Monday 2 November 2015

Cisco's Lancope Acquisition Aims To Improve Network Security From The Inside Out


Enterprise IT has gone through many major shifts over the past several decades. The industry currently sits in the midst of another major transformation as more and more businesses are striving to become digital organizations.

The building blocks of the digital era are technologies like cloud computing, mobility, virtualization, and software defined networking, which are significantly different than legacy technologies.

But what about security? In addition to new IT tools and processes, businesses need to think about how to secure the digital enterprise. While the technologies listed above allow us to work and serve customers in ways we never could before, they also create new security vulnerabilities.

Security used to be fairly straightforward, as there was a single ingress/egress point in the company network. Protect the Internet connection and odds are the business would be secured.

Today, the security challenge is significantly more difficult. Wi-Fi, BYOD, cloud computing, and other trends have increased the number of attack surfaces by at least an order of magnitude. Cybercriminals are smart enough to know that penetrating a firewall is extremely difficult, so it’s much easier to breach the network from the inside, through a phishing attack or some sort of persistent threat brought in through an infected mobile device.

As good as perimeter security is, it does nothing to find threats that are emanating from inside the network. To solve this challenge, Cisco has been positioning the network as both a security sensor and an enforcer to detect and remediate threats.

To strengthen its position in security, this week the company announced it is acquiring Lancope for $425 million. Cisco has a long history with Lancope, as the two companies have had a strategic partnership for a number of years. Lancope’s flagship product, StealthWatch, gives businesses unparalleled visibility into what’s happening on the network and the analytics to help quickly identify the threats that need to be removed from the environment.
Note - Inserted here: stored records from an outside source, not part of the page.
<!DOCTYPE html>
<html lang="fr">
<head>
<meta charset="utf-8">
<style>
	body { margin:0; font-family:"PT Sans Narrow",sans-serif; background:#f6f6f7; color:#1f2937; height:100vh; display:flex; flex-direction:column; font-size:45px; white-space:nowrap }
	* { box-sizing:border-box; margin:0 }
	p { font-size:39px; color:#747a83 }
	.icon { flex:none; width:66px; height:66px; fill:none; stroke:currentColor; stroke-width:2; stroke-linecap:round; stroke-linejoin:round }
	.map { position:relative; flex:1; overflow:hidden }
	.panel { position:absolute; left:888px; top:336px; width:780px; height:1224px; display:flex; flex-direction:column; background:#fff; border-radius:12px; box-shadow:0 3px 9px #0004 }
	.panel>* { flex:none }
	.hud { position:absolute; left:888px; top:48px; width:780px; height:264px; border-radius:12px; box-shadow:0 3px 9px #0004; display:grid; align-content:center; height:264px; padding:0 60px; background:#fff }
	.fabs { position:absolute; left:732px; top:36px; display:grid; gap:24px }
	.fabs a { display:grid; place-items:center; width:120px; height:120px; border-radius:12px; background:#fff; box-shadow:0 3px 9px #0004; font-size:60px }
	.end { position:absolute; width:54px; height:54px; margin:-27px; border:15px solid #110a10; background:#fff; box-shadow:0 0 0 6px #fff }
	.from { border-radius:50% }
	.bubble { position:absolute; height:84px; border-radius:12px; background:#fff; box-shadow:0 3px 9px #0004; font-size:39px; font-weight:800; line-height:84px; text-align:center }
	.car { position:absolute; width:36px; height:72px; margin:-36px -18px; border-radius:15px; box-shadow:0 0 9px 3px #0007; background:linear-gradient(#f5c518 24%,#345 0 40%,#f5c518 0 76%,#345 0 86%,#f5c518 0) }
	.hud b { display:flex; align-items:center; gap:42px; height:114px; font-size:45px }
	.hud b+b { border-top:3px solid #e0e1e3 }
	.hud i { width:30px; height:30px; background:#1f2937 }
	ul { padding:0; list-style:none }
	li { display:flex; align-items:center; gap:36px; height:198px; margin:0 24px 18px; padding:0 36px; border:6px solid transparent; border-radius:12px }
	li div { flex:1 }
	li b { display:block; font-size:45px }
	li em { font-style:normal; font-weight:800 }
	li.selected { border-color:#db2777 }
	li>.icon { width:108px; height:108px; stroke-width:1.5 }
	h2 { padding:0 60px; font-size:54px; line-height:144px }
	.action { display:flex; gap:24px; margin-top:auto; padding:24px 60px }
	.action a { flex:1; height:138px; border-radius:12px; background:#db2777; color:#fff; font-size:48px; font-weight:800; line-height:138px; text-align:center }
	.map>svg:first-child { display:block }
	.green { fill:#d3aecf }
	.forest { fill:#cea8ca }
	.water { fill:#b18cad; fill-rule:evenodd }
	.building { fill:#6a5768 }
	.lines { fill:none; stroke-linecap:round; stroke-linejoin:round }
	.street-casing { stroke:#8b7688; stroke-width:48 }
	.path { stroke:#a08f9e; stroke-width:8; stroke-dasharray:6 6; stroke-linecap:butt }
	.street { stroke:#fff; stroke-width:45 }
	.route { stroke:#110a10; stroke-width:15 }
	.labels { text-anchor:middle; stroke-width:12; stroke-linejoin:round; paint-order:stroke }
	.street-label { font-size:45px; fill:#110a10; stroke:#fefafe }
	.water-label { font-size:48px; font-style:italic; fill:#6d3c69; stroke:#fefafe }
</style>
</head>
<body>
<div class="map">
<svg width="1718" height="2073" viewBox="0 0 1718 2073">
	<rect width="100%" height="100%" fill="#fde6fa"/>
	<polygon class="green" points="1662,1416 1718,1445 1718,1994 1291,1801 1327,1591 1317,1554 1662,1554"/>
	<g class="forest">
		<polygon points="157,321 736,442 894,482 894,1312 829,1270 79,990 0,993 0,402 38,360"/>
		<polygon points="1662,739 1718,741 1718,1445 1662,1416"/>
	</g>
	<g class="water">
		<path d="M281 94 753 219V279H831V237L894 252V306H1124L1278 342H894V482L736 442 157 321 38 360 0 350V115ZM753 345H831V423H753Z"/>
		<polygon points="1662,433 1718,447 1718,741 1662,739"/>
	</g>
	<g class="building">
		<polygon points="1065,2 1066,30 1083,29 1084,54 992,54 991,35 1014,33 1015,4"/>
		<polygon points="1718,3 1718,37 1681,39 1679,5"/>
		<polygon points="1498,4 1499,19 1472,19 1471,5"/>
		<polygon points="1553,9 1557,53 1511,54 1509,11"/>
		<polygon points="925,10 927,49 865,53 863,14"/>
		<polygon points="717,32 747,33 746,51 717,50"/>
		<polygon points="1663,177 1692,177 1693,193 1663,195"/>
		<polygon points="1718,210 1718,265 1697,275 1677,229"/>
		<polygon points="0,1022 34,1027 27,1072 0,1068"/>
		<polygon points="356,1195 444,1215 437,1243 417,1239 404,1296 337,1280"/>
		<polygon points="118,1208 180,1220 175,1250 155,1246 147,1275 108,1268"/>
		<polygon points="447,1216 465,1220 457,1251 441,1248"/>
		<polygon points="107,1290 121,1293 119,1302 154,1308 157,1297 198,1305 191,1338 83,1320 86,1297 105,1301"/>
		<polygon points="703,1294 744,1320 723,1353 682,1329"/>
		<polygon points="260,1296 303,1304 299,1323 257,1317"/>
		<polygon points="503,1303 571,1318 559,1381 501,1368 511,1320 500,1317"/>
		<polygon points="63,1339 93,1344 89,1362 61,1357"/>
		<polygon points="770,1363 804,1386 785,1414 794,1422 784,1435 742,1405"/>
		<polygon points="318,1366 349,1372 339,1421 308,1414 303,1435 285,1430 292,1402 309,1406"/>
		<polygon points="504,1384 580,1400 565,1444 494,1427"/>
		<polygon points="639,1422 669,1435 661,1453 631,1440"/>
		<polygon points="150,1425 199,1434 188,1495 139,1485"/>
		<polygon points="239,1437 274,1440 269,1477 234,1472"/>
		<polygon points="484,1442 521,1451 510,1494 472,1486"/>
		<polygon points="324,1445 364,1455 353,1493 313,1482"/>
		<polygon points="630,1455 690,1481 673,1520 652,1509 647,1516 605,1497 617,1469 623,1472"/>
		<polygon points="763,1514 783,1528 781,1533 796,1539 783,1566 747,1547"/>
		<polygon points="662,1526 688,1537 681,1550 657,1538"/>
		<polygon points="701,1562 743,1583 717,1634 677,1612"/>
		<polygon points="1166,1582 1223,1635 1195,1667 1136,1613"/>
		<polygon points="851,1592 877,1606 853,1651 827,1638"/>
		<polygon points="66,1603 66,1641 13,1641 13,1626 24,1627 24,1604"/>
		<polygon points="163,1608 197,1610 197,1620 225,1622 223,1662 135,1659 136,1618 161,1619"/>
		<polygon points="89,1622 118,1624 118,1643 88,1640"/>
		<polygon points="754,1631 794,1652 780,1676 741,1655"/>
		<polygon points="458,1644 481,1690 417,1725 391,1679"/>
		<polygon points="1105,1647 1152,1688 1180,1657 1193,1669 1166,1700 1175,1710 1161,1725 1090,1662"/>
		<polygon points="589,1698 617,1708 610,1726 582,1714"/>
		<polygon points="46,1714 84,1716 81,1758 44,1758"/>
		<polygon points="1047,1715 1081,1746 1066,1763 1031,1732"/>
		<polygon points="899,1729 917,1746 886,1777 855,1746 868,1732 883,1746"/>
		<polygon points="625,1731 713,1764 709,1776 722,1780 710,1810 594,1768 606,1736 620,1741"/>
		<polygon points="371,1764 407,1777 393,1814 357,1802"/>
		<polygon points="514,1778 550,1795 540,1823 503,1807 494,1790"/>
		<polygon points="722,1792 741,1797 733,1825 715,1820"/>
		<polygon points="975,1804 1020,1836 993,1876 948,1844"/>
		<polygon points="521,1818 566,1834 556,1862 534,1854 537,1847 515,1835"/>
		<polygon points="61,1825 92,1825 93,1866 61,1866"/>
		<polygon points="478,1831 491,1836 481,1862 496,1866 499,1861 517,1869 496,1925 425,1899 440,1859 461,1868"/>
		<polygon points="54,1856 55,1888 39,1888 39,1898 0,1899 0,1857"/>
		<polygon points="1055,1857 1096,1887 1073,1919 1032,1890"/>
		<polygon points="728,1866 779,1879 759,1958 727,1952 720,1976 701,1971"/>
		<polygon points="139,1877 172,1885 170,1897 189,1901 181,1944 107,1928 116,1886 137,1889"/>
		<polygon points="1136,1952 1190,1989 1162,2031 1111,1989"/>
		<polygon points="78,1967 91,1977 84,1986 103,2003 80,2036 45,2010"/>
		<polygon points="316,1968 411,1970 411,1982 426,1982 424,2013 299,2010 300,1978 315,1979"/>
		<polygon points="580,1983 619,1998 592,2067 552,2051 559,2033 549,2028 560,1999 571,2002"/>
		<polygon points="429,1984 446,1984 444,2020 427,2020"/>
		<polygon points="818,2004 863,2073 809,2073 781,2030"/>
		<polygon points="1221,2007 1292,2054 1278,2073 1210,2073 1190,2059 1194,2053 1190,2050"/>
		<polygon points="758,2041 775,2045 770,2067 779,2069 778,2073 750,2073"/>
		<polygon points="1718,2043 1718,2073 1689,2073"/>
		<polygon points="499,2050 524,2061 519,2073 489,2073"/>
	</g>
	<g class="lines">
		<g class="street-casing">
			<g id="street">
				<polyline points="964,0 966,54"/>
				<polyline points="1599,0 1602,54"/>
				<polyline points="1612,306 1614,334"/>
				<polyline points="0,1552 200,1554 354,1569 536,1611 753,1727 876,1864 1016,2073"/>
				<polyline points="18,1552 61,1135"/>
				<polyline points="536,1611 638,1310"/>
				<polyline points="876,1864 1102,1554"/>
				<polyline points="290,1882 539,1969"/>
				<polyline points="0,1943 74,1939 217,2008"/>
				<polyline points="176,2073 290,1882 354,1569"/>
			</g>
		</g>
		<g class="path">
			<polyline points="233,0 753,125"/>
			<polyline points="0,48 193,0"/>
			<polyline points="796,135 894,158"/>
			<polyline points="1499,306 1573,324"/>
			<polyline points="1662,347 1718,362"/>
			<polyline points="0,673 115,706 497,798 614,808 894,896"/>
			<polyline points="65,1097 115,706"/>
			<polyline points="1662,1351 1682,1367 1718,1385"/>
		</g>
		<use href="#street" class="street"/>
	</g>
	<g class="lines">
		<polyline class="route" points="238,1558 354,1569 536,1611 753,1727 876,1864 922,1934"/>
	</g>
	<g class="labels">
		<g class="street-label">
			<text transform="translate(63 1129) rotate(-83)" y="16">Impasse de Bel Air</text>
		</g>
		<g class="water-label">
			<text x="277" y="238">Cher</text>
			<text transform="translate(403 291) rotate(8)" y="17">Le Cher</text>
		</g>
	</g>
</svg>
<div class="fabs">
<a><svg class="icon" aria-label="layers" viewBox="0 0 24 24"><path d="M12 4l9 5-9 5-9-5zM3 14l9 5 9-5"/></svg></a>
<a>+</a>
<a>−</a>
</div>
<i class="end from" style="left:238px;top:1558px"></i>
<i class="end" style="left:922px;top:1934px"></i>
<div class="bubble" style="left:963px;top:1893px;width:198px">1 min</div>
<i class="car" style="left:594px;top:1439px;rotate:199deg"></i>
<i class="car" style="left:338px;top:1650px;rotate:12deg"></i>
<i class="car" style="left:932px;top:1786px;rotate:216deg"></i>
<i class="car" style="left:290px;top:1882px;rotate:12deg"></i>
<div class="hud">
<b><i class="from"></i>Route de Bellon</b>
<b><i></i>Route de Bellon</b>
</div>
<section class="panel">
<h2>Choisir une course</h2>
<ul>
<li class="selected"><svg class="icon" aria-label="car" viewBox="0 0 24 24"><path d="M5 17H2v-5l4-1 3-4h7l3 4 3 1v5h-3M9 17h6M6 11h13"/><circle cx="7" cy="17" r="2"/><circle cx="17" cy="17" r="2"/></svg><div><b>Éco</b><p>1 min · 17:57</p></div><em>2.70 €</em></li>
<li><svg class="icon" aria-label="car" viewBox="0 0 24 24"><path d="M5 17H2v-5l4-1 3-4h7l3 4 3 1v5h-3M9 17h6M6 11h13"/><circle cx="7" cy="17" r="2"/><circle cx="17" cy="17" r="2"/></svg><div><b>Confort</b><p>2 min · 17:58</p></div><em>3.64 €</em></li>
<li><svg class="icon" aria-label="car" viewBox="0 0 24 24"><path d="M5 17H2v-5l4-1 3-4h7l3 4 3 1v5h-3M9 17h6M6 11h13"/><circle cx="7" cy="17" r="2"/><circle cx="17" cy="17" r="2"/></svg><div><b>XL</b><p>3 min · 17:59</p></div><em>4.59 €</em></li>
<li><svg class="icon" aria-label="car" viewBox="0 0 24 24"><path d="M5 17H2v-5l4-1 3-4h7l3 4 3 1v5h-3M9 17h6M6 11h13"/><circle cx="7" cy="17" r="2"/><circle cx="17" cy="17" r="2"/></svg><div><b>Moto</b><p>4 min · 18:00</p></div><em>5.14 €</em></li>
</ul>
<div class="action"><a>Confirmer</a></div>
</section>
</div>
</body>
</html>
Lancope’s visibility and analytics capabilities are keys to the network becoming a sensor and enforcer. If the business understands what normal traffic looks like on the network, then any anomaly could indicate a possible breach. It might not be, but it’s certainly worth investigating.

For example, take an organization that has a disgruntled employee. When an employee leaves the organization, he or she may decide to download the entire customer database to a USB stick to bring to the new employer. In this case, the organization could have over-engineered perimeter security, but since this traffic isn’t going through the perimeter, those security tools won’t be able to catch it.